Ostensibly a solo project, Petal has given her an opportunity to make full use of the connections she’s made over the last two years. Shame could have worked quite well as a solo acoustic LP, but the songcraft displayed on the record is such that it would have been foolish for her not to go for the gusto. Over the past while, Lotz has been assisted by members of bands including, but not limited to, Halfling, Three Man Cannon and Captain, We’re Sinking; on the album, meanwhile, she’s joined by both permanent members of fellow Scranton band and labelmates Tigers Jaw: Brianna Collins and Ben Walsh.

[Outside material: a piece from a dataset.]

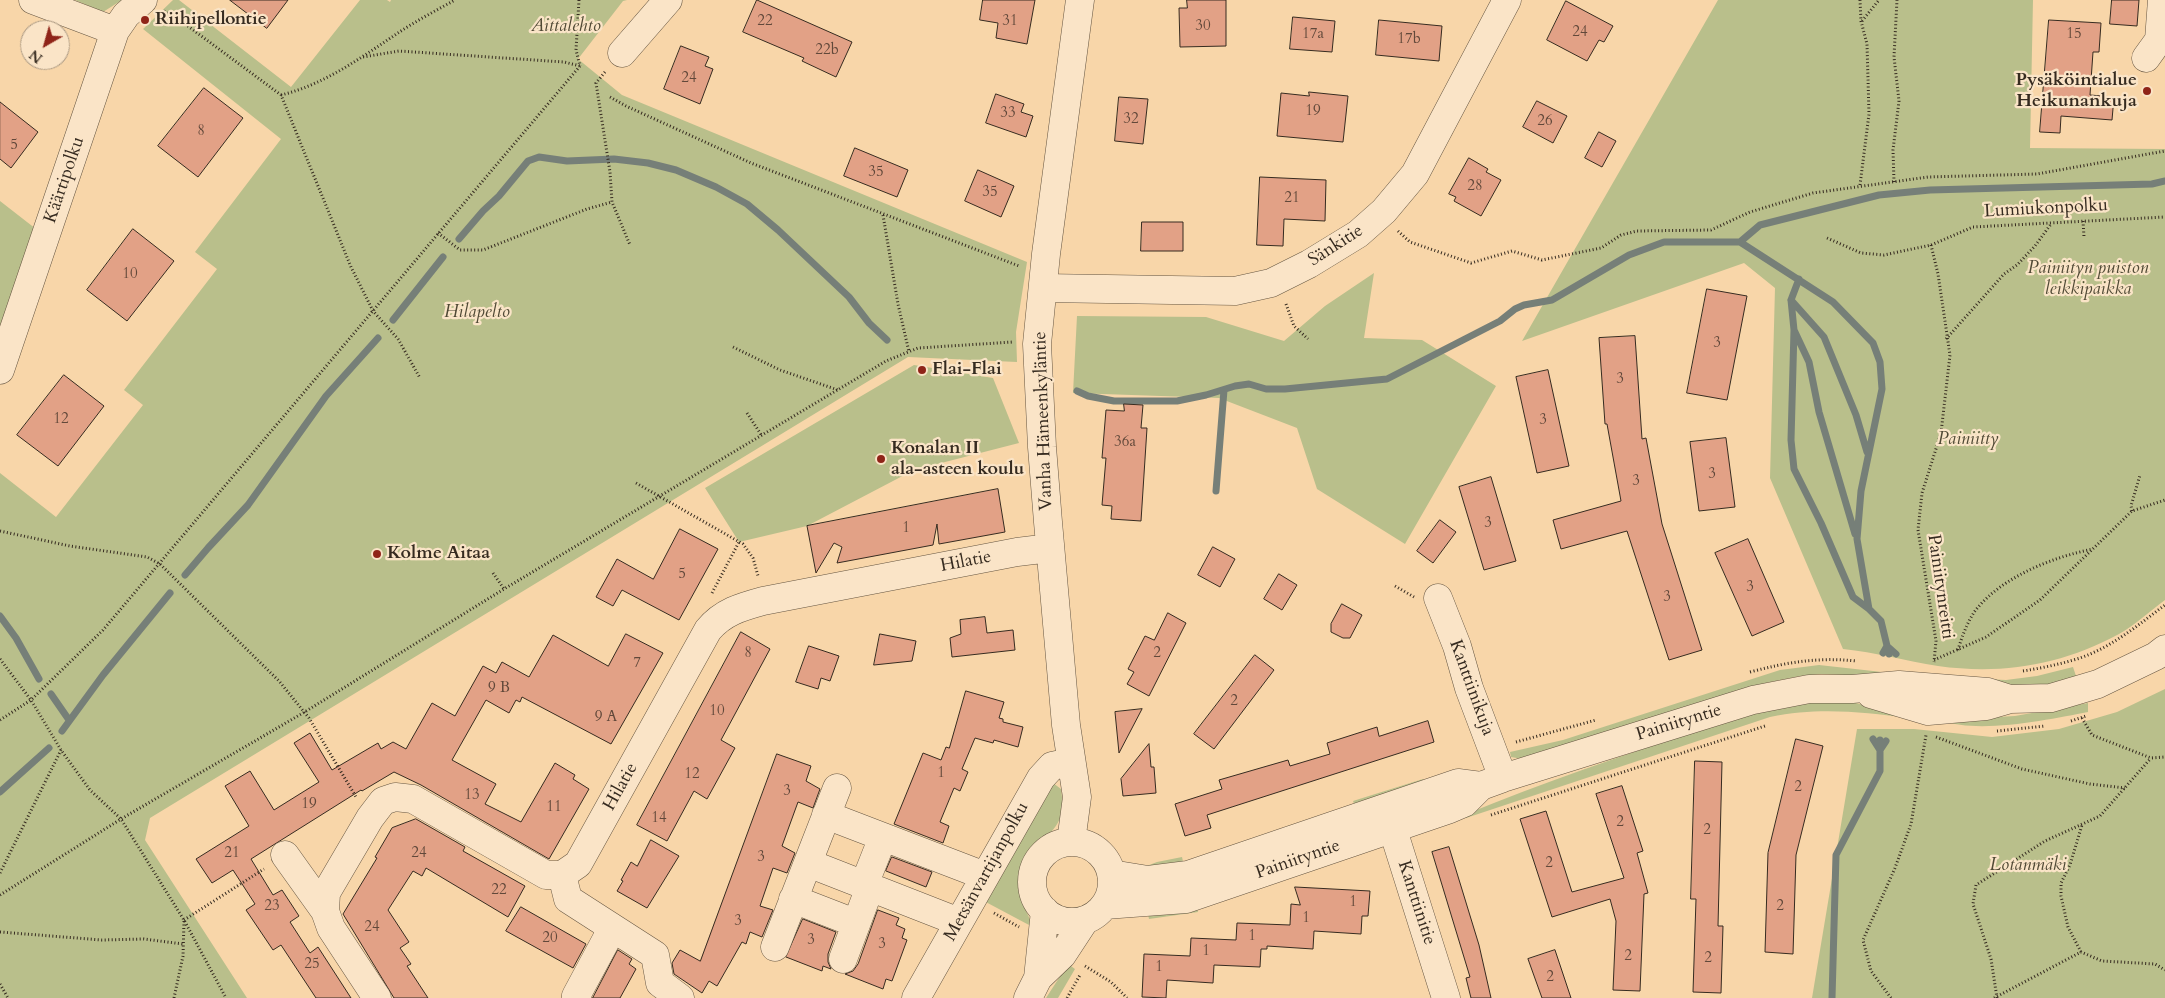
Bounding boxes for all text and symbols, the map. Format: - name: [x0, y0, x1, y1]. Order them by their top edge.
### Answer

The two years she took to get a handle on where she wanted the project to go were clearly crucial; even on the record’s slower moments, she sounds incredibly confident, her clear and powerful vocals adding further heft to an already weighty sound.

“Camera Lens” opens the album at a mid-tempo pace, its waltzing time signature and seemingly effortless melody having an immediate impact, before the driving power-pop of “Tommy” kicks things up several notches, Collins and Lotz’s intertwined vocals working in tandem to lift an already powerful chorus to even greater heights. When the band are operating at full tilt, the crystalline melodies speak volumes; when it’s Lotz on her own, as it is on “Feel,” her songwriting is even more potent. Shame is a triumph purely from a melodic standpoint, with more hooks than a coat rack. Good luck getting “Chandelier Thief” or “Camera Lens II” out of your head any time soon.

“Camera Lens II” deserves a further mention due to just how well it operates as a companion piece to “Camera Lens,” taking its predecessor’s melodic ideas, switching into common time and adding an impressive amount of blissed-out guitar fuzz over the top. It’s also an interesting look at how Petal move in different musical directions over the course of the record—two different ideas were fleshed out and fully realized, similar yet strikingly different. Indeed, sometimes the ideas don’t need to be developed at all, such as on “Nature,” a track consisting of just Walsh’s drumming (yep, he’s back behind the kit, reprising a role he had in the early days of Tigers Jaw) and Lotz & Collins’s perfectly matched vocals. The 12-track album is an impressively varied collection, with Lotz drawing a line under phase one of Petal with aplomb. The non-permanence of her other band members means they can come and go as they please, something which affords her a vast amount of creative opportunities. The future incarnations of Petal may look vastly different, but one thing’s for certain: with this sort of songwriting skill, paired with a fantastic voice, Lotz—and by extension, her supporting cast —is going to go far.